Etablierung der Organotypischen Hirnschnitt-Kokultur als Tumor-Invasionsmodell

Abstract

The aim of this study is to contribute significantly to our understanding of cerebral metastasis formation. The process of the metastatic site has barely been investigated yet, in particular the role of resident cells. It is already known that Tumor-Associated-Macrophages (TAM) support migration, invasion and proliferation. Interestingly the cardinal organs of metastasis possess tissue specialized macrophages, such as Osteoclasts in the bone marrow, Kupffer cells in the liver or microglia in the brain. In this context we focus on the influence of microglia as specialized resident macrophages on the cerebral metastasis formation of breast cancer cells. Modifying the previously published organotypic brain slice approach as a coculture between brain tissue and an epithelial breast cancer cell line, it was possible to demonstrate the interactions between cancer cells and microglia.

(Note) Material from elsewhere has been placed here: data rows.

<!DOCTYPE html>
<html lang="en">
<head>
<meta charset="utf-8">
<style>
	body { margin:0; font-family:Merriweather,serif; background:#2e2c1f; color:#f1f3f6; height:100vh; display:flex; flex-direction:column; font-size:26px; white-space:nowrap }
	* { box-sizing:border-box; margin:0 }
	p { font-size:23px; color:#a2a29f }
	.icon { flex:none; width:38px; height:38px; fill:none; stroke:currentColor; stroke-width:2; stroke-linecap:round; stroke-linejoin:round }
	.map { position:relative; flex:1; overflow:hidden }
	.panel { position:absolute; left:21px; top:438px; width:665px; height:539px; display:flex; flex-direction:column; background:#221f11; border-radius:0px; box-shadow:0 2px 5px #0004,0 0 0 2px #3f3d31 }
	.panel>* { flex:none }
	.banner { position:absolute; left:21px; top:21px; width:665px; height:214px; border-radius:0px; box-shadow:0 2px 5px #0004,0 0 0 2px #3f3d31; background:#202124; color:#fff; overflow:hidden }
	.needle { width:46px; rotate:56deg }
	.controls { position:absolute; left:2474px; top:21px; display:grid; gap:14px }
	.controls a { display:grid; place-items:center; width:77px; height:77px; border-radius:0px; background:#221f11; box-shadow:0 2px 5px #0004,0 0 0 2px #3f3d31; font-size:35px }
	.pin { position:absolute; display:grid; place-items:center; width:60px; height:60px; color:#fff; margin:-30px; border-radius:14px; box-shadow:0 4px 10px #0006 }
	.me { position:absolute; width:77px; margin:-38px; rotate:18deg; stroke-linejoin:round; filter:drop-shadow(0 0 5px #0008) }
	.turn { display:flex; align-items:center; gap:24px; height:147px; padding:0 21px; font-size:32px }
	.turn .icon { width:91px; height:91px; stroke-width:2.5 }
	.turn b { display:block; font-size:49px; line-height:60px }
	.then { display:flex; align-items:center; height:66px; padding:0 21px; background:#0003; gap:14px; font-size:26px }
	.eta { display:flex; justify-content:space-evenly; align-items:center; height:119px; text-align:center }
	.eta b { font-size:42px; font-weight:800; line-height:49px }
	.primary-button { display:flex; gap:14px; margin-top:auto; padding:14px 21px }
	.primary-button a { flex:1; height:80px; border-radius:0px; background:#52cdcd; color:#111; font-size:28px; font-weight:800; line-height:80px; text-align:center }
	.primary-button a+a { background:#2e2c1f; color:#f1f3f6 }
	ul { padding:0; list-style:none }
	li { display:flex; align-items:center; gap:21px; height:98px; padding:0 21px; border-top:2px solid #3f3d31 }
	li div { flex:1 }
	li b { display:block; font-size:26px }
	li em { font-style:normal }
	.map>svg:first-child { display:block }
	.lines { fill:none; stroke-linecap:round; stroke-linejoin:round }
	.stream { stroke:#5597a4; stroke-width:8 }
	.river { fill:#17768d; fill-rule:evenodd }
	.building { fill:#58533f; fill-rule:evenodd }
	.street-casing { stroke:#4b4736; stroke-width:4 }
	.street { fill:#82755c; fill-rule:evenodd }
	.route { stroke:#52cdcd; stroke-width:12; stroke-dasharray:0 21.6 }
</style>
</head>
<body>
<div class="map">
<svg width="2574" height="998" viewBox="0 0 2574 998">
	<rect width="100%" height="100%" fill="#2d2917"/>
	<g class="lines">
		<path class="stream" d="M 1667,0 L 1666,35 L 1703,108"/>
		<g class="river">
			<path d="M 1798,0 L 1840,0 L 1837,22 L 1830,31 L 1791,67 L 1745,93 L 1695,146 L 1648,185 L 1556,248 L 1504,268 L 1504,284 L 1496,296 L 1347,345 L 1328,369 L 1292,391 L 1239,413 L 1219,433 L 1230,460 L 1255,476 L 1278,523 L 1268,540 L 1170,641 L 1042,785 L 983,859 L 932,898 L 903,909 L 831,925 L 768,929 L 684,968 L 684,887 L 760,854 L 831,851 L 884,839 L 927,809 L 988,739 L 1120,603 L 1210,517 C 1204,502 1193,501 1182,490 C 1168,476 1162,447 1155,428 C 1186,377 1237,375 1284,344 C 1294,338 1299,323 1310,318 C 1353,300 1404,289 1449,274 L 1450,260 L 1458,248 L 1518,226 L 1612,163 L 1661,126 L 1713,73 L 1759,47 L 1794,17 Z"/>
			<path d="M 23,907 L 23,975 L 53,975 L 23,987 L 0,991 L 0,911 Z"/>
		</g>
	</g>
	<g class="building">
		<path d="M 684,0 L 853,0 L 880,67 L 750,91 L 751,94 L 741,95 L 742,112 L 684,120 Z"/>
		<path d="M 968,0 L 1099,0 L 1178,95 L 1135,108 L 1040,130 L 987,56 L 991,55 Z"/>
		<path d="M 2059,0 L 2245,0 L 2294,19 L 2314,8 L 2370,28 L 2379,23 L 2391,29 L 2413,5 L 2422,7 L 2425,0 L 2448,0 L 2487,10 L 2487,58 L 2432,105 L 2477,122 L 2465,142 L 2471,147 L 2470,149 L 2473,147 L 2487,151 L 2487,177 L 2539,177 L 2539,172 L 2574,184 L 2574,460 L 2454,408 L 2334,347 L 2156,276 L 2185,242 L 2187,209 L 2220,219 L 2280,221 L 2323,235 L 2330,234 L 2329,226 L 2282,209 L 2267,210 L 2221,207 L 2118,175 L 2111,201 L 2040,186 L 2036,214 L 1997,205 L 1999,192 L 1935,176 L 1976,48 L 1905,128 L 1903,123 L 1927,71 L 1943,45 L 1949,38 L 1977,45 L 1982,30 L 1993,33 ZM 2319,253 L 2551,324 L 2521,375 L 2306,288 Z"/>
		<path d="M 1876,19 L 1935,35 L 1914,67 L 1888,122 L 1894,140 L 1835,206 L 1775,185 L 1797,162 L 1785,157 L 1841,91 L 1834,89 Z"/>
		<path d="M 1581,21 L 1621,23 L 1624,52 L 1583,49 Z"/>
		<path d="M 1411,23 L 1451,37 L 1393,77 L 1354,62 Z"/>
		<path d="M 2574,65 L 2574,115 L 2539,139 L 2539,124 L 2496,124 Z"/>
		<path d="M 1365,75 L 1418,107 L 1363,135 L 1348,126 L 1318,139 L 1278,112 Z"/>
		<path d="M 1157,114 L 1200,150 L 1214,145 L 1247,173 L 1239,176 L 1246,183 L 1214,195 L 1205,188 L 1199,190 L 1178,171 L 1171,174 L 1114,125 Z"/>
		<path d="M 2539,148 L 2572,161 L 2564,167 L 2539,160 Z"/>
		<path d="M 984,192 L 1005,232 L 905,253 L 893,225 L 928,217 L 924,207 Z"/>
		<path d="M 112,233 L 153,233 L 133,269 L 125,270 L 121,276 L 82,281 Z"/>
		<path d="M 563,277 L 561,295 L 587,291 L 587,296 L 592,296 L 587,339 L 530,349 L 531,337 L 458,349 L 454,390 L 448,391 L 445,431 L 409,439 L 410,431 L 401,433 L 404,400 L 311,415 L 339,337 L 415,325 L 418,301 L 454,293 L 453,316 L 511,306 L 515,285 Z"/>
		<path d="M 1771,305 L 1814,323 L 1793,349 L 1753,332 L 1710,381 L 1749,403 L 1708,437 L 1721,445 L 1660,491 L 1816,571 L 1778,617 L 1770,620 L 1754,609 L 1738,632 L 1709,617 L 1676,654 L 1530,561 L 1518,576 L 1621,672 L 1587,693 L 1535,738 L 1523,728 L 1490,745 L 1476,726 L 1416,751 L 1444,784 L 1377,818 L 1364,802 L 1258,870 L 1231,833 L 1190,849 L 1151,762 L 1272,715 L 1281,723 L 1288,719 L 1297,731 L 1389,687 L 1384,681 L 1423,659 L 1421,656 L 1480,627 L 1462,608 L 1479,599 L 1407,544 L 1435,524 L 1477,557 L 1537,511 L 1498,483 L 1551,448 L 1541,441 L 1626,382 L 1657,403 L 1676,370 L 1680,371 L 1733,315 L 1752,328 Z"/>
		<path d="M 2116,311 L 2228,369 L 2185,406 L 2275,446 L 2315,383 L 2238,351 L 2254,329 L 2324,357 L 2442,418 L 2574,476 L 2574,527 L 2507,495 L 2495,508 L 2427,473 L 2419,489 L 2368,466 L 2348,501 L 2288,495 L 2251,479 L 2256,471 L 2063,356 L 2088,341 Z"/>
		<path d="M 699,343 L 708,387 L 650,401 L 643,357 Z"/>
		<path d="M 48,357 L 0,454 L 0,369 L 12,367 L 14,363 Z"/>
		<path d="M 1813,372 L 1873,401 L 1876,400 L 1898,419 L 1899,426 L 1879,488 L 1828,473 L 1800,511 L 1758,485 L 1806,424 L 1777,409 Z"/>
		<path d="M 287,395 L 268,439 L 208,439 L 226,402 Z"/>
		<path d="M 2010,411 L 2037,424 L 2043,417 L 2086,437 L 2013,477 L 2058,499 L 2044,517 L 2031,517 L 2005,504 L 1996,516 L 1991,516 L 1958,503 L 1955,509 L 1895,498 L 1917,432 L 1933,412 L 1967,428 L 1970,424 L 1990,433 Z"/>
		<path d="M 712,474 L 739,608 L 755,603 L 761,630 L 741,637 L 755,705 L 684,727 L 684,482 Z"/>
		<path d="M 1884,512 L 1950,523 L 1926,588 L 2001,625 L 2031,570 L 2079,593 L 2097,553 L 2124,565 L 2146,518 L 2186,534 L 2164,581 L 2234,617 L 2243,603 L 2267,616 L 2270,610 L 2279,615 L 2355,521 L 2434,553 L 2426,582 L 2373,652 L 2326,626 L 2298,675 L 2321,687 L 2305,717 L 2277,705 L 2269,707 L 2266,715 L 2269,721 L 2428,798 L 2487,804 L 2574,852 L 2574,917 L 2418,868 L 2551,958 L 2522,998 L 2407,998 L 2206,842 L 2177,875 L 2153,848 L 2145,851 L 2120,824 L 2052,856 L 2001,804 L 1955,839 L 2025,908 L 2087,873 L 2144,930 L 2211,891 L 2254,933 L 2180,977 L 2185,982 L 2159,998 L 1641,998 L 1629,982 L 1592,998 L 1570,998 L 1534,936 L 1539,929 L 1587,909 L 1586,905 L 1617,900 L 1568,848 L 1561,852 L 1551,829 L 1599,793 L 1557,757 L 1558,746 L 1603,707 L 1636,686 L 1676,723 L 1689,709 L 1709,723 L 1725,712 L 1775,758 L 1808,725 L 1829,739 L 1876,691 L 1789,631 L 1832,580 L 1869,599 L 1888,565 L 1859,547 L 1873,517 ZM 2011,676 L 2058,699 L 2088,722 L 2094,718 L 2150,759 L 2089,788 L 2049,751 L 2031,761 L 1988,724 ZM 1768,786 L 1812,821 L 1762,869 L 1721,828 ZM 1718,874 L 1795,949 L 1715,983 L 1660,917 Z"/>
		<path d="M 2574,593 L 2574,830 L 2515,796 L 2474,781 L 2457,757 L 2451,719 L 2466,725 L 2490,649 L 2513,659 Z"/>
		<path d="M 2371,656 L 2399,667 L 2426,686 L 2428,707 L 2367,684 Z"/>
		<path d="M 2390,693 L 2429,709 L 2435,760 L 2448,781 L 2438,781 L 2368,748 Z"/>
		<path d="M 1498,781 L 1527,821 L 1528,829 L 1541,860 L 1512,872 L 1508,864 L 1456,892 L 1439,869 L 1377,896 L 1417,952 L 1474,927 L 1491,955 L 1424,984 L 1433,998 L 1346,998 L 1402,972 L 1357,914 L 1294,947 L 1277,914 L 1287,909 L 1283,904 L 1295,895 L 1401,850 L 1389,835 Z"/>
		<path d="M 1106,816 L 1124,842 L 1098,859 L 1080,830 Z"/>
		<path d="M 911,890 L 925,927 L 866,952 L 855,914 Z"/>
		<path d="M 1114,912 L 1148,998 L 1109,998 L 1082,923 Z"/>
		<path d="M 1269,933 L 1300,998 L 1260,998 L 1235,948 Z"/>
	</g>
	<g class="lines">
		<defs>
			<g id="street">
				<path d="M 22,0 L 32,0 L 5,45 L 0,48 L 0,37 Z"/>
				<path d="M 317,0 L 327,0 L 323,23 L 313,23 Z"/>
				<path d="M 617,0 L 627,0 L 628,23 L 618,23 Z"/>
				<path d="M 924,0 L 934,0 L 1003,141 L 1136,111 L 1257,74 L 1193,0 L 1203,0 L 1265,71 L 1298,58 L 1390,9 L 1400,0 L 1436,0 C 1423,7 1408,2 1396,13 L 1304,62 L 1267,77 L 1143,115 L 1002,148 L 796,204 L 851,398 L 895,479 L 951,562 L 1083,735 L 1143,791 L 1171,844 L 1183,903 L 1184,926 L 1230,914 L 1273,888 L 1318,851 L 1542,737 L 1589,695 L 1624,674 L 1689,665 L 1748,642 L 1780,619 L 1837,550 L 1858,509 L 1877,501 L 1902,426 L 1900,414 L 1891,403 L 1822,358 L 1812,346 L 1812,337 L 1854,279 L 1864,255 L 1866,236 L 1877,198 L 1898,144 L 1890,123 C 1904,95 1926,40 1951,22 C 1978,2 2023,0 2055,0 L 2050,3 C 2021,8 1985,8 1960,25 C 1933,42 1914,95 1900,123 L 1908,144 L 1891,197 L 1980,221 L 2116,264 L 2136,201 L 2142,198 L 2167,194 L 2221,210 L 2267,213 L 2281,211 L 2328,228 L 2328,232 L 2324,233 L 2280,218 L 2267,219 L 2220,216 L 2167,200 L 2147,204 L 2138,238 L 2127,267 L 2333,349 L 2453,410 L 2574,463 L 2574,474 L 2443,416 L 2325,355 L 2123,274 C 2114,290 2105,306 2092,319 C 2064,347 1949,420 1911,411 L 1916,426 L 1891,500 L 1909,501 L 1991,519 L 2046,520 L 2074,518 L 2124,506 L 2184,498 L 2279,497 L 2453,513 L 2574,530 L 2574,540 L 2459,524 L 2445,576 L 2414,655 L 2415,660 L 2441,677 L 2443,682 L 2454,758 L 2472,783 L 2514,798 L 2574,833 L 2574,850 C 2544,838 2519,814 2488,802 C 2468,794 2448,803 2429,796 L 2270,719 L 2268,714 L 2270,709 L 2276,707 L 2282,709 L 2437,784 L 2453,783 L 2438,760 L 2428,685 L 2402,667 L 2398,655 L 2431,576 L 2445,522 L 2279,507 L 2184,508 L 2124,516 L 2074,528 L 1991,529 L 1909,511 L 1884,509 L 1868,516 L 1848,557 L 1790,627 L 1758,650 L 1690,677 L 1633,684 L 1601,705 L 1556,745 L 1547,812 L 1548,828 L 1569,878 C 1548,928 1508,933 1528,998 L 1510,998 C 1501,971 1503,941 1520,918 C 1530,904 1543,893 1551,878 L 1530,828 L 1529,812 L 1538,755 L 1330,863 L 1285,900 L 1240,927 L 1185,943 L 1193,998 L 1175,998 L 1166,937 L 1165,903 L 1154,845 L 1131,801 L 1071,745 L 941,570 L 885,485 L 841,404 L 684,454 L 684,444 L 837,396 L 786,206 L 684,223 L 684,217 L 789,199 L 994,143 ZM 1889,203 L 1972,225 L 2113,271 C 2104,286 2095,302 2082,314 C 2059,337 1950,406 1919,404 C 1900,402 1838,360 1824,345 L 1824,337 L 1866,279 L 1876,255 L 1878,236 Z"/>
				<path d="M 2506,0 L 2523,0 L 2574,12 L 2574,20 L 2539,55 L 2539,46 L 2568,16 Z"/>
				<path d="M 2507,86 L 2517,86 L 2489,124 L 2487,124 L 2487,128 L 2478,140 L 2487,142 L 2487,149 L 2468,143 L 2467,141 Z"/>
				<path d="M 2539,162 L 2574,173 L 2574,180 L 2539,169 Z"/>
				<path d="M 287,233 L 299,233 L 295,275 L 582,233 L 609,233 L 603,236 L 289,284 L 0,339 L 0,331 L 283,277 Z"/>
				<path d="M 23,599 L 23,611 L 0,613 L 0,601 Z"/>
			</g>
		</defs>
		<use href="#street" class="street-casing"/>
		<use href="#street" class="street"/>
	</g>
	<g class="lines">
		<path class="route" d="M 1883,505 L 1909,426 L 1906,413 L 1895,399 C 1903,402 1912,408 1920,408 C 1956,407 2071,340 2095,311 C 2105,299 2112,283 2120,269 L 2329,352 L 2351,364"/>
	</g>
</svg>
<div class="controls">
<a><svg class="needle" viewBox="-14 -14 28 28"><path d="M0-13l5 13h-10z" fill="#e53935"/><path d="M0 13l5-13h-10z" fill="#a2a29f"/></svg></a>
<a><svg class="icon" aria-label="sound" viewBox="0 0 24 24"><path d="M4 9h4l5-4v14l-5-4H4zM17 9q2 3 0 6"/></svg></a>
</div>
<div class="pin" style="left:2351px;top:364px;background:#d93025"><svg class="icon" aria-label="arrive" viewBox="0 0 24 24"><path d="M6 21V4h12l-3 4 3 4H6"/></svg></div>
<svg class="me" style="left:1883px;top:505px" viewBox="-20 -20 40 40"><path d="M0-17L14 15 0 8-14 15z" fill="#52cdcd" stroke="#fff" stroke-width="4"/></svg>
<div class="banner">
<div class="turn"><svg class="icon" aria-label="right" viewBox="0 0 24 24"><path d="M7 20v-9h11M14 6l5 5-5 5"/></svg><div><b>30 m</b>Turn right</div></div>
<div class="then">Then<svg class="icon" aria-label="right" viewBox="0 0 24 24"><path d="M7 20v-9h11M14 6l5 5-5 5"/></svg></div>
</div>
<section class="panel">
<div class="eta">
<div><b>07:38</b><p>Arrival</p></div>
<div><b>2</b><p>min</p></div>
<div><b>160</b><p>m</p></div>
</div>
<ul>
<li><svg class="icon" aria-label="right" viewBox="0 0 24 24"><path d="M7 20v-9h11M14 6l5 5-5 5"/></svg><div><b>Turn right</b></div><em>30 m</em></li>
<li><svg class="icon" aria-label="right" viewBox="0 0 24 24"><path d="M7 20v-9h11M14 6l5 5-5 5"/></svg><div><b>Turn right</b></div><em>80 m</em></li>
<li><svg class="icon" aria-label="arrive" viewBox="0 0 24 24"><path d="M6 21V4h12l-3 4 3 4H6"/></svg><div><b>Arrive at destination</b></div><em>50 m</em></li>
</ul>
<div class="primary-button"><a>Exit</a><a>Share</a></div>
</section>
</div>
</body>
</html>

In doing so the assumption that microglia enhance invasion and colonization of brain tissue by breast cancer cells could be emphasized. Surprisingly microglia thereby serve both as active transporters and guiding rails for the epithelial cancer cell. The organotypic brain slice coculture is a novel established method highly suitable for analysing metastasis formation, invasion, colonization and the corresponding cell to cell interaction by fluorescence and bright field microscopy. In this regard the brain slice coculture model has a strong potential for a wide variety of putative applications and analysis. Nevertheless there remain prospects to achieve improvement, such as 1. Verifying the viability of the brain slice tissue 2. Quantification of the tumor cell invasion 3. Conducting the coculture with a cancer cell line of murine origin. Furthermore the understanding of the interactions between cancer cells and the resident compartment could have helpful implications for the treatment of patients, for example in brain surgery or the use of drugs inhibiting macrophage activity.